Figura 3. Le immagini dei volti sono state accuratamente ricostruite dal generatore β-VAE addestrato dall’attività di 12 neuroni abbinati uno a uno nella corteccia visiva dei primati mentre i primati guardavano volti nuovi. Nuove immagini di volti riprodotte con il permesso di Ma et al. e Phillips et al.

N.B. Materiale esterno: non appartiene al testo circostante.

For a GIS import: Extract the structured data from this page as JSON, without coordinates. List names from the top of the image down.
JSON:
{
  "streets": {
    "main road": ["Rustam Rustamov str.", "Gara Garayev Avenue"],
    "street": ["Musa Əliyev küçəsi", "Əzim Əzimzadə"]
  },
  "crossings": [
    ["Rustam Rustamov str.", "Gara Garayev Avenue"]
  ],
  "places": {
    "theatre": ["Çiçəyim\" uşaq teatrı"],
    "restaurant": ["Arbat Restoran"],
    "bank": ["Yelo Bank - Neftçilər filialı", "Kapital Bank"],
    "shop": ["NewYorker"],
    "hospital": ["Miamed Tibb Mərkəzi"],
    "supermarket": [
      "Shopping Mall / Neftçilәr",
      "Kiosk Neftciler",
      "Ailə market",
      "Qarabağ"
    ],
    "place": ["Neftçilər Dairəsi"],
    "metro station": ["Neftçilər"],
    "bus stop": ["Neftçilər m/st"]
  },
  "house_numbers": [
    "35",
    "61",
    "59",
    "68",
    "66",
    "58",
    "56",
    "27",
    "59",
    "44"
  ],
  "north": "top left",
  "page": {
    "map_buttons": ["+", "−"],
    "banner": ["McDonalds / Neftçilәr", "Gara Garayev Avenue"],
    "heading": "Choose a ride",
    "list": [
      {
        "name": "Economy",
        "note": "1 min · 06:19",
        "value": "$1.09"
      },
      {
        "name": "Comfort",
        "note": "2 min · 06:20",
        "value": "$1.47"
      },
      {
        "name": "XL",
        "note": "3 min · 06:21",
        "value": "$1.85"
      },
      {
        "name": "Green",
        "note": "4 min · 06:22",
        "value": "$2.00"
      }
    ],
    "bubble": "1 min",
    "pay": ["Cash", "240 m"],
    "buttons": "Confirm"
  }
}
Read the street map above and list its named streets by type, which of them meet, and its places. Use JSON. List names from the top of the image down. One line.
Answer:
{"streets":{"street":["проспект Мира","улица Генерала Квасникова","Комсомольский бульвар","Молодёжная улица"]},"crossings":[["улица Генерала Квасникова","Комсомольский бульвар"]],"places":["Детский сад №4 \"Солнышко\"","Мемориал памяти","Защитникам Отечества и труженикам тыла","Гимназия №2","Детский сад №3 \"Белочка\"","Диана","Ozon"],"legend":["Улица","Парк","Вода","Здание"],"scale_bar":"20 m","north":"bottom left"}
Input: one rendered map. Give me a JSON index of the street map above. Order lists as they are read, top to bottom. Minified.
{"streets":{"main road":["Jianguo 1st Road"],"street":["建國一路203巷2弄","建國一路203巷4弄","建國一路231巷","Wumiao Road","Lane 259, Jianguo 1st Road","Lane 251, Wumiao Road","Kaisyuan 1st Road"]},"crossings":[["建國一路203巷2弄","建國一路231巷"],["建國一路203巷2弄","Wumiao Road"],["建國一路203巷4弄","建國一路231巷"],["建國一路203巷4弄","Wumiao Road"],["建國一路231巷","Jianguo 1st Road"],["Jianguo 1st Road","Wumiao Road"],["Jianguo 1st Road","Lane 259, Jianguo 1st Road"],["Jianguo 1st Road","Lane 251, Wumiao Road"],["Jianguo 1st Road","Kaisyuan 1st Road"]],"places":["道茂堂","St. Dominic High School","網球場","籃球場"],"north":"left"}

I nostri risultati riassunti nel nuova carta suggeriscono che il cervello visivo può essere compreso a livello di singolo neurone, anche alla fine della sua gerarchia di elaborazione. Ciò è contrario alla credenza comune che le informazioni siano semanticamente significative multiplex tra un gran numero di tali neuroniognuno di essi rimane in gran parte non interpretabile individualmente, non diversamente da come le informazioni vengono codificate attraverso strati interi di neuroni artificiali in classificatori profondi. Non solo, i nostri risultati suggeriscono che è possibile che il cervello impari a supportare la nostra capacità senza sforzo di percepire visivamente ottimizzando l’obiettivo di districamento. Mentre β-VAE è stato originariamente sviluppato ispirandosi a principi neuroscientifici di alto livellol’utilità delle rappresentazioni districate per il comportamento intelligente è stata finora dimostrata principalmente nel comunità di apprendimento automatico. In linea con la ricca storia di reciprocamente vantaggiosi interazioni tra neuroscienze e machine learningsperiamo che le ultime intuizioni dell’apprendimento automatico possano ora fornire un feedback alla comunità delle neuroscienze per indagare il merito delle rappresentazioni districate per supportare l’intelligenza nei sistemi biologici, in particolare come base per ragionamento astrattoo generalizzabile ed efficiente apprendimento del compito.